For the last several months, Fontcase has been in private beta. Today, subscribers to the Fontcase newsletter were invited to download the latest beta. The app is very close to completetion, with a release date scheduled for sometime mid-January 2009, after Macworld. I used a few version of Fontcase while it was in private beta, and as a typography nut, have really been looking forward to this release.
First off, the interface is just beautiful. This won't be surprising to anyone who has seen Laurent's work in the past, but it is worth mentioning because of just how elegant and Mac-like the application feels. I think I've used almost every font manager available for OS X and Fontcase is certainly the most attractive.
When you open Fontcase, you are given the option to import your System and user fonts (basically everything that is already in Font Book). If you use Linotype's FontExplorer X , you can also import sets and meta-data directly from that application. You can share font collection via Bonjour to other computers on your network.

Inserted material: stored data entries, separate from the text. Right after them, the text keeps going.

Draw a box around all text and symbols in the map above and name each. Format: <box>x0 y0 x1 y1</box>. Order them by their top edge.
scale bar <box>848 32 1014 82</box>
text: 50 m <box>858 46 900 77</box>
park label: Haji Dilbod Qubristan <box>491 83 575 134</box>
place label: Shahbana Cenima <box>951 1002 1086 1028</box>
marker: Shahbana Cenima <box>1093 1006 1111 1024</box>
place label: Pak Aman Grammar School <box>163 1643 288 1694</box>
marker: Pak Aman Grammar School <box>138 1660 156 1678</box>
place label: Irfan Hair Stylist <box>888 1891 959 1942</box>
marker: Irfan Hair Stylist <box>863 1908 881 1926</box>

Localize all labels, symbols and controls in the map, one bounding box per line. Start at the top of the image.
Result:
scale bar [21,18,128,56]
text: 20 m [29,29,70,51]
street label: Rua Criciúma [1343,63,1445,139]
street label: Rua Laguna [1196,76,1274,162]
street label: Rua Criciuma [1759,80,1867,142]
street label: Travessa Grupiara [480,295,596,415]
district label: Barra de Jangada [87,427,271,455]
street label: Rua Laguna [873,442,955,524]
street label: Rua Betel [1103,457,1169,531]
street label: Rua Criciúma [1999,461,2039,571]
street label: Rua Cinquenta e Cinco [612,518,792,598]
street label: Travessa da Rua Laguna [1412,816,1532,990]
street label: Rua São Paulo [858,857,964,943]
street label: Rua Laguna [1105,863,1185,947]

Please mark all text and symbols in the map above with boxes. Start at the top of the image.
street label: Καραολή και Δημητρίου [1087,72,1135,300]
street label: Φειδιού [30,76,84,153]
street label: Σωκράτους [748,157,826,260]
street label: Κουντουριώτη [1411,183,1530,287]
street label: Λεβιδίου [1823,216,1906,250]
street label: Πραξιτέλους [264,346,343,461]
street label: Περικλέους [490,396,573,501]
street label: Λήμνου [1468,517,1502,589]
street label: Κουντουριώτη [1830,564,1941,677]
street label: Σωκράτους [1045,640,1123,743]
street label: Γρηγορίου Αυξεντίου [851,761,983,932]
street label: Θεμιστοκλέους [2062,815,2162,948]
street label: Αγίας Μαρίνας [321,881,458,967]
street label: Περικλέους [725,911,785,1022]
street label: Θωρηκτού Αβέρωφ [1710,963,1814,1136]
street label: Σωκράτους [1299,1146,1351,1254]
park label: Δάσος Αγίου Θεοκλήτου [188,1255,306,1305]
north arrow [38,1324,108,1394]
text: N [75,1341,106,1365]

Although I had no problem imorting my system font folders, when I tried to import a large font folder, the Fontcase beta did choke. I have no doubt that this will be improved before the final version is released, but it is worth pointing out.
Although most font management applications for OS X are aimed at the professional design community or users with lots and lots of fonts, Fontcase really seems best for regular users or users with moderate sized collections. I say this because Fontcase doesn't handle activating or deactivating of system fonts, nor will it autoactivate fonts (as far as I could tell) in other applications. Instead, it is a superior front-end to the built-in Font Book, with the added advantage of making organzing, tagging and sharing fonts much, much easier.
For the last several weeks, I've been using Insider Software's FontAgent Pro 4, and I have to say, it has become my favorite font management utility. Of course, that utility comes at a price ($99 for a single license), but if you have an extremely large font collection, as I do, it becomes necessary.
If your font collection isn't in the 10,000+ range (I'm at 14,007, myself) -- Fontcase is a great Font Book alternative.